## [Requirement]
Repeat the listing below in full and exactly. Pictures are to be omitted.
========================
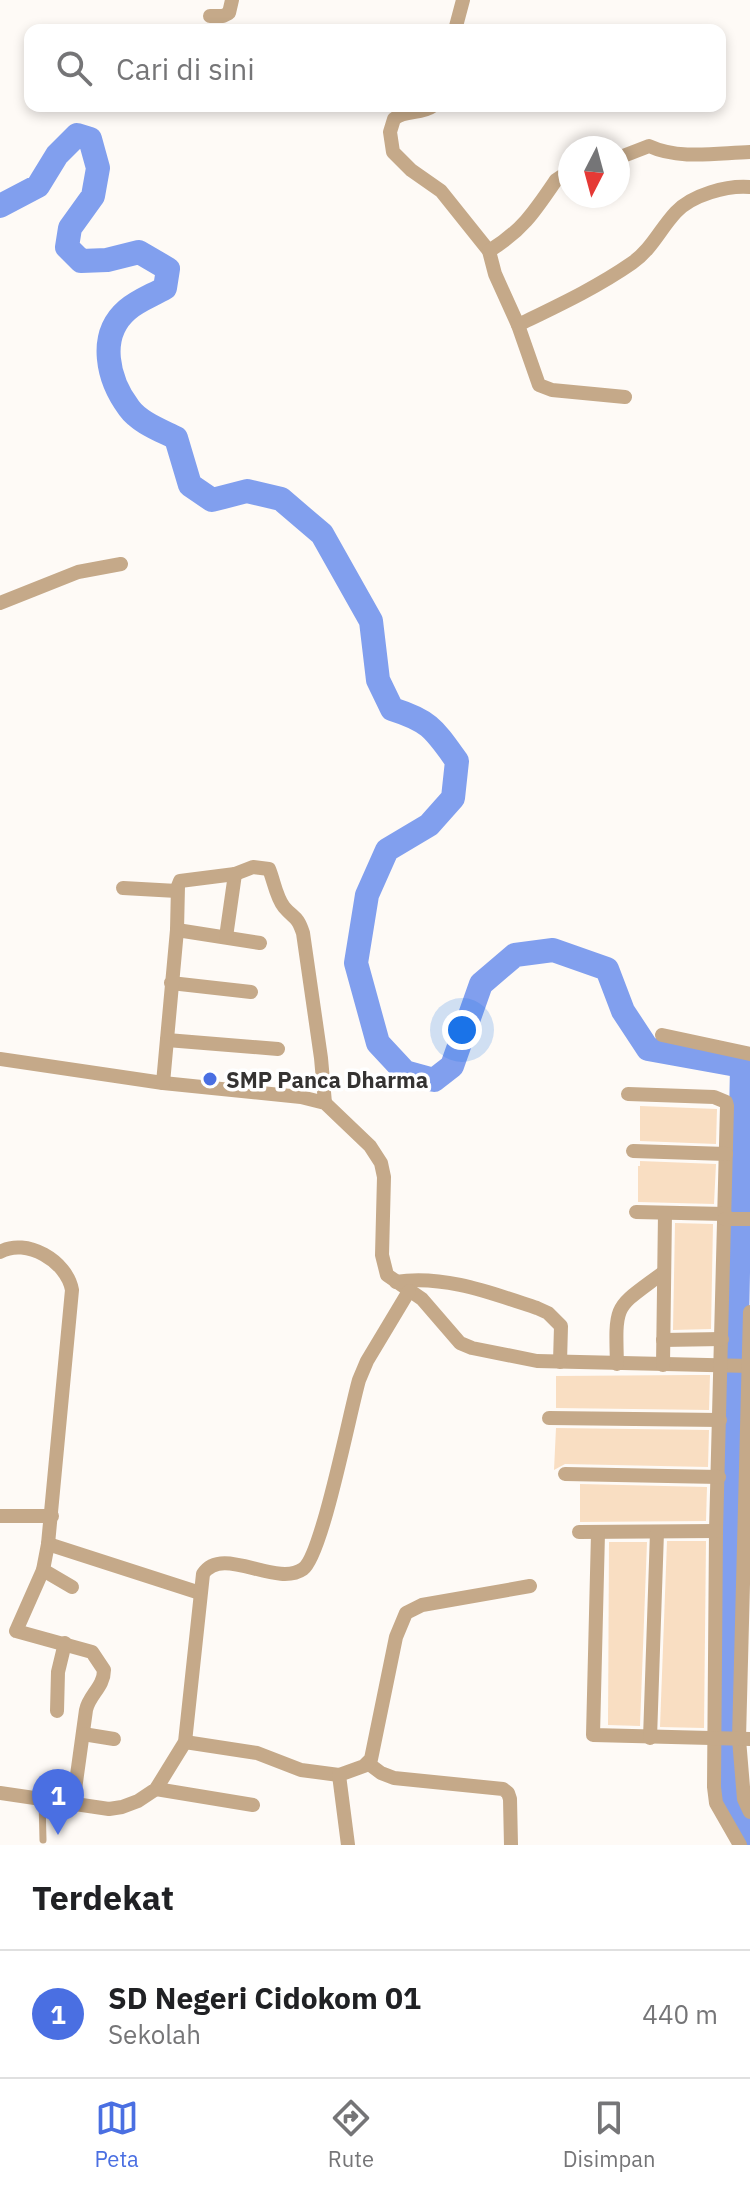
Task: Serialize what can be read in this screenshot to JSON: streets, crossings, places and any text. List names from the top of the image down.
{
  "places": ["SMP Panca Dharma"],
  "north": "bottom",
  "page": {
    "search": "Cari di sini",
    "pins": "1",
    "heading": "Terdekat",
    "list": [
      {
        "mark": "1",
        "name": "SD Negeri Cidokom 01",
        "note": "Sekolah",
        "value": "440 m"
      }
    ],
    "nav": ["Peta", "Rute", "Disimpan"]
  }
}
========================
## [Task result]
Task: Serialize what can be read in this screenshot to JSON: streets, crossings, places and any text. List names from the top of the image down.
{
  "places": ["SMP Panca Dharma"],
  "north": "bottom",
  "page": {
    "search": "Cari di sini",
    "pins": "1",
    "heading": "Terdekat",
    "list": [
      {
        "mark": "1",
        "name": "SD Negeri Cidokom 01",
        "note": "Sekolah",
        "value": "440 m"
      }
    ],
    "nav": ["Peta", "Rute", "Disimpan"]
  }
}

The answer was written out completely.